The province has promised supports for workers, communities and First Nations to offset economic impacts of implementing the promised new regime for managing old-growth forests. An announcement is expected in the coming weeks with details on programs to support forestry workers and communities during the next three years.
While the forestry industry has objected to the deferral plan, saying it will lead to significant job losses and disruption, Shannon Janzen, Western Forest Products’ chief forester, said the agreement with the Na̲nwaḵolas Council won’t spell doom for the communities the company operates in.
“Through our work with Nanwakolas, including extensive pre-existing agreements and specific, predictable processes for planning and approvals, we believe we can mitigate potential short-term disruptions to the business, while ensuring the priority areas identified by Nanwakolas are deferred over a two-year period,” she said.
Mr. Smith added that the deal is an improvement over the Great Bear Rainforest agreement, because this time Indigenous communities were part of the solution from the start.

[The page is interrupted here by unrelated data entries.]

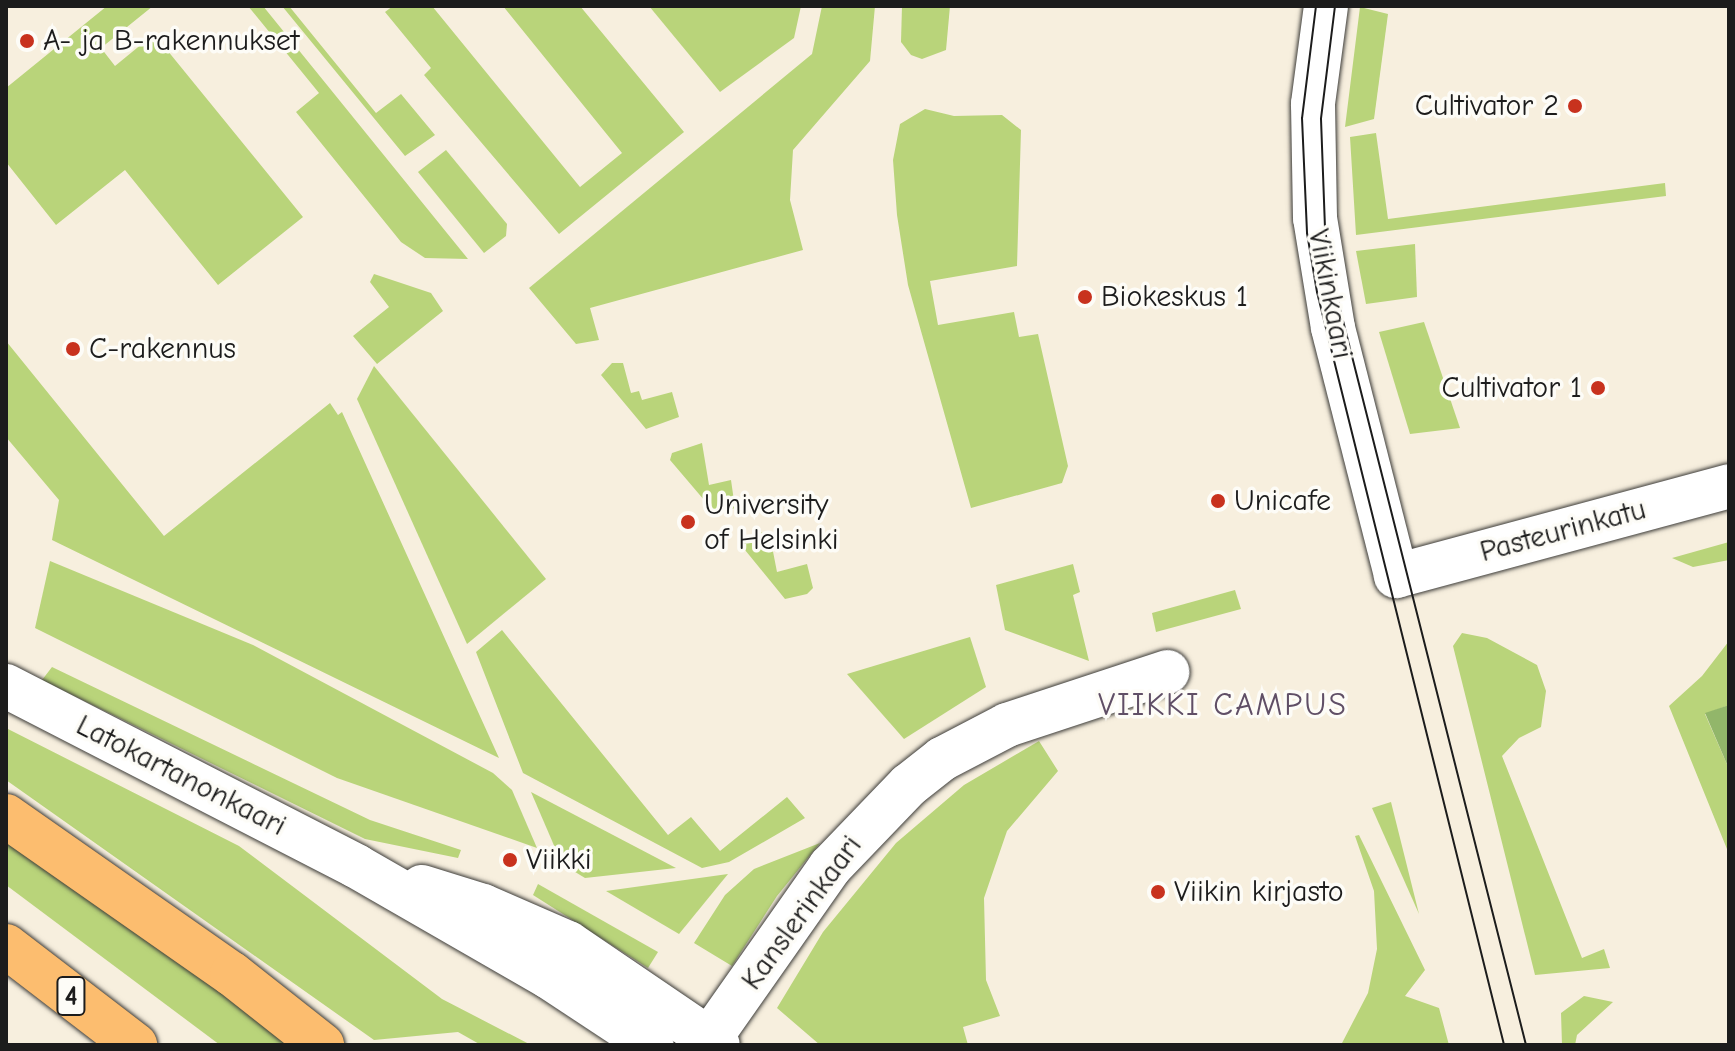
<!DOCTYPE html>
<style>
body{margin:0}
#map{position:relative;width:1735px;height:1051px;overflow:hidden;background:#f7efde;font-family:"Comic Neue",sans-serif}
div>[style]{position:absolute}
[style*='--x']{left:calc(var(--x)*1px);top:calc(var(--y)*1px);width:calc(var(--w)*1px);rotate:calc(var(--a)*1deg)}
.green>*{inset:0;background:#b9d47a}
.forest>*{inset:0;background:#92b66a}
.roads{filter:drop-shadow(0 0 2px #3d3c39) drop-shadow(0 0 2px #3d3c39)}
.minor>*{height:44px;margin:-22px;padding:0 22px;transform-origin:22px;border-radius:22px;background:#fff}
.highway>*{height:44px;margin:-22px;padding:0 22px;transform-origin:22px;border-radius:22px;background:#fcbd6f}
.tram>*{height:2px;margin:-1px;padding:0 1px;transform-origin:1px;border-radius:1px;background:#1c1c1c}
.dots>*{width:22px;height:22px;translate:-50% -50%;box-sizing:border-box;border:4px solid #fdfcf7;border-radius:50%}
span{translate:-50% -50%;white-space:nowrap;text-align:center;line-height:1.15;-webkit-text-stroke:7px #fdfcf7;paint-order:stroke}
.shield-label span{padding:2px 6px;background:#fdfcf7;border:2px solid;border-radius:6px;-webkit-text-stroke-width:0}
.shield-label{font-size:28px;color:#1c1c1c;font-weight:700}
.poi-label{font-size:30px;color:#1c1c1c}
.left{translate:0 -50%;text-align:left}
.right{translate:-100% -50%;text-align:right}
.street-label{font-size:30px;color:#1c1c1c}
.neighbourhood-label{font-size:32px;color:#604f66;letter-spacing:2px}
.frame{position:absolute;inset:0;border:8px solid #1c1c1c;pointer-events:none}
</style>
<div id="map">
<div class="green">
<i style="clip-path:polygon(107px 6px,153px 6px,101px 48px,115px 66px,154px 34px,303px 217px,218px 285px,125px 170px,56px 225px,6px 162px,6px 88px)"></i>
<i style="clip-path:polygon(248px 6px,263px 6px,468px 259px,425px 258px,401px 242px,296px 112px,319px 93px)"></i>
<i style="clip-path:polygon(282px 6px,289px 6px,376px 113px,401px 94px,435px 135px,405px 156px)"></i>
<i style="clip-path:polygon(393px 6px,432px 6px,580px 187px,622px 153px,503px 6px,580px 6px,684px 132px,559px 234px,424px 75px,431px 68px,385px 12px)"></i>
<i style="clip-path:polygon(649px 6px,801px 6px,794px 38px,720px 92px)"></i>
<i style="clip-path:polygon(822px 6px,875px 6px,870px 61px,793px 150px,790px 200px,803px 250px,590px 308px,599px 340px,576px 344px,529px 288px,812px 54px)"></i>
<i style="clip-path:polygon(902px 6px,950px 6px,946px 50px,922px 59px,911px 55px,901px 42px)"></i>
<i style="clip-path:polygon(1360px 7px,1388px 14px,1374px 119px,1345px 127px)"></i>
<i style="clip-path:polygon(925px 109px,954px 116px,1002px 115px,1021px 130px,1017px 266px,930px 281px,938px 325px,1014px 312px,1019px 337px,1038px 334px,1068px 466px,1062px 483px,971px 508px,908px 285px,897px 215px,893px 160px,900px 124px)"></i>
<i style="clip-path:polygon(1376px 133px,1388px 219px,1665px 183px,1666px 196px,1356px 235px,1350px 137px)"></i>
<i style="clip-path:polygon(446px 150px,507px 224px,506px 236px,484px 253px,418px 172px)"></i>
<i style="clip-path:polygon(1415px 244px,1417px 297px,1366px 304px,1356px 251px)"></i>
<i style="clip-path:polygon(374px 274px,431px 293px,443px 311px,377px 364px,353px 336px,389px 307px,370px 282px)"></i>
<i style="clip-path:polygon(1424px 322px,1460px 428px,1410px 434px,1379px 332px)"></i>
<i style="clip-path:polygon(6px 341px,164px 536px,330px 403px,338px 415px,342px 412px,499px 758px,52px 540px,59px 500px,6px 437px)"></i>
<i style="clip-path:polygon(612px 363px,623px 363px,631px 393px,639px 391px,642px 400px,672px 392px,679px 417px,646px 429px,601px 375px)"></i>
<i style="clip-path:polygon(374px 366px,546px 579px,467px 644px,357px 399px)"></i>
<i style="clip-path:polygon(702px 443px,709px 485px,731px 480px,735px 508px,716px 514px,670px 460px,672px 453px)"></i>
<i style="clip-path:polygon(769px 531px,777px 572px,807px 564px,813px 588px,807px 594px,785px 599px,745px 550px,743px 544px,749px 535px)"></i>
<i style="clip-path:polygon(1729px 542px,1729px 560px,1693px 567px,1672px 558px)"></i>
<i style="clip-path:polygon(50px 561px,253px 645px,493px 773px,512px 790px,537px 848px,337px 778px,35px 628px)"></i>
<i style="clip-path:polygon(1073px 564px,1080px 592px,1073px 595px,1089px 661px,1005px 630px,996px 585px)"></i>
<i style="clip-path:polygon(1235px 590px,1241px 609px,1156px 632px,1152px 613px)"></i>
<i style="clip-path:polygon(502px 630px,668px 835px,691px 817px,720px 851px,787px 797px,805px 818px,729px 862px,702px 868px,523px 773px,476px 652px)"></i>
<i style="clip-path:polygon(1462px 633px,1487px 638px,1537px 665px,1546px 691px,1541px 727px,1519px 738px,1502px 756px,1582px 958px,1604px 949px,1610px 968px,1535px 975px,1453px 646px)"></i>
<i style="clip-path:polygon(970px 637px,986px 687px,904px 739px,847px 674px)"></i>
<i style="clip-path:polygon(1729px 641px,1729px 705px,1705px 714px,1729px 769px,1729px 854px,1669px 706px,1702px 676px)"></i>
<i style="clip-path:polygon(52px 667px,370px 820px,461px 850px,458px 858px,365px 839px,42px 680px)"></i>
<i style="clip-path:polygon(6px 728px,239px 846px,442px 999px,531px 1045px,481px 1045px,458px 1032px,374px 1040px,6px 780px)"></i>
<i style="clip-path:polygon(1039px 741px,1058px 771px,1007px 831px,984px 898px,986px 980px,1000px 1016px,963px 1027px,968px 1045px,820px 1045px,777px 1008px,823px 932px,896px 843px,964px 785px)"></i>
<i style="clip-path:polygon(531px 792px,676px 868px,585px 878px,562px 864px)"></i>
<i style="clip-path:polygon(1391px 802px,1419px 914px,1372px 808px)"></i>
<i style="clip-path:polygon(6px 827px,295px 1045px,220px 1045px,6px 885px)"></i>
<i style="clip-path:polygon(1359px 835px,1425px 970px,1405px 996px,1439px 1008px,1449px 1045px,1341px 1045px,1368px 993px,1377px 949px,1374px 891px,1355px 836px)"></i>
<i style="clip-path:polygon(820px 843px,777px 896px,732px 966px,694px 943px,725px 895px,754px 869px)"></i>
<i style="clip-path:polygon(728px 874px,679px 934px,606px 891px)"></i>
<i style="clip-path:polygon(538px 884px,658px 952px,648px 968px,533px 895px)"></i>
<i style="clip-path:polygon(1584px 996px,1613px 1002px,1577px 1035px,1575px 1045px,1562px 1045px,1561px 1013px)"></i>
</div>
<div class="forest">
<i style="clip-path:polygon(1729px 705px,1729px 769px,1705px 713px)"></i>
</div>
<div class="roads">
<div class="minor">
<i style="--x:1326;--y:6;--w:99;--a:97.6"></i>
<i style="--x:1313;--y:104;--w:114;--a:89"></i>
<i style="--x:1315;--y:218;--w:111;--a:80.7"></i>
<i style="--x:1333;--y:328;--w:256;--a:75.7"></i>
<i style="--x:1396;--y:576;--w:345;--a:-15.1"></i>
<i style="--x:6;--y:686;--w:394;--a:27.2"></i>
<i style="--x:356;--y:866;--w:223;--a:29.9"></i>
<i style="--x:549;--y:977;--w:123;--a:33.4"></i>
<i style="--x:422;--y:887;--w:64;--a:17.3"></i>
<i style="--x:483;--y:906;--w:93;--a:23.5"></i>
<i style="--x:568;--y:943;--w:181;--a:34.2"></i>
<i style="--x:705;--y:1045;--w:218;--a:-54.9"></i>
<i style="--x:830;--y:867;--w:114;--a:-46.1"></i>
<i style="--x:909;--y:785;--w:42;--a:-38.2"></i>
<i style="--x:942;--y:759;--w:73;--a:-27.6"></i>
<i style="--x:1007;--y:725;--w:169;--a:-18.3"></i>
</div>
<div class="highway">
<i style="--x:6;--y:816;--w:276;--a:35"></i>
<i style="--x:232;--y:974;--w:115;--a:38.3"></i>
<i style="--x:6;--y:946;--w:163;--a:37.5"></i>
</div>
</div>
<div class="tram">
<i style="--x:1316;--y:6;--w:113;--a:97.1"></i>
<i style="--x:1302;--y:118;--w:115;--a:87.5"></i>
<i style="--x:1307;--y:233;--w:60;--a:80.4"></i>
<i style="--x:1317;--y:292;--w:776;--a:76.05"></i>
<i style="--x:1335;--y:6;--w:114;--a:97.1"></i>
<i style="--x:1321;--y:119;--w:111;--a:87.9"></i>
<i style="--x:1325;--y:230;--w:60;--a:80.4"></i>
<i style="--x:1335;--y:289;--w:780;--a:75.82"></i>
</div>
<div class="dots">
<i style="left:27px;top:41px;background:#c8321e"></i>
<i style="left:1575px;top:106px;background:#c8321e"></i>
<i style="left:1085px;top:297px;background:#c8321e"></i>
<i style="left:73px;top:349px;background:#c8321e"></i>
<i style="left:1598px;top:388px;background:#c8321e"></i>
<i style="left:1218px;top:501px;background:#c8321e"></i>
<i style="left:688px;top:522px;background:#c8321e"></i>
<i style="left:510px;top:860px;background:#c8321e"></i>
<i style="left:1158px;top:892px;background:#c8321e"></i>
</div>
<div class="shield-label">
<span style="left:71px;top:996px">4</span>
</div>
<div class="poi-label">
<span class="left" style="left:43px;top:41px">A- ja B-rakennukset</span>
<span class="right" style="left:1559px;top:106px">Cultivator 2</span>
<span class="left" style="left:1101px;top:297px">Biokeskus 1</span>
<span class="left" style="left:89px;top:349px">C-rakennus</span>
<span class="right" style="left:1582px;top:388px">Cultivator 1</span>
<span class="left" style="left:1234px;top:501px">Unicafe</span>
<span class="left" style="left:704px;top:522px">University<br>of Helsinki</span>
<span class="left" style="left:526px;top:860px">Viikki</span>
<span class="left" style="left:1174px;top:892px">Viikin kirjasto</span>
</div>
<div class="street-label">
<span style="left:1330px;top:294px;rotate:79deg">Viikinkaari</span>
<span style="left:1563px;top:531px;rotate:-15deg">Pasteurinkatu</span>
<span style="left:181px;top:776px;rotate:27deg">Latokartanonkaari</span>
<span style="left:802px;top:913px;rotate:-54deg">Kanslerinkaari</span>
</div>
<div class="neighbourhood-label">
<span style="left:1223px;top:705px">VIIKKI CAMPUS</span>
</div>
<div class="frame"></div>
</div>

“I go back to the experience that our nations had through the Great Bear Rainforest, where we watched NGOs and industry fight over our backyard while we were on the sidelines and not really participants in that discussion,” he said. “And I’m proud to say that over the years, through that discussion, we’ve grown the capacity to understand what we need, what our communities need. We do have values that need to be protected.”
“And at the same time, we’re taking a pace that is going to guarantee that we can minimize the economic impacts that come to not only our communities, but the surrounding communities and our neighbours in Campbell River, Port McNeill, et cetera. So this is a really carefully thought out approach that is Indigenous driven.”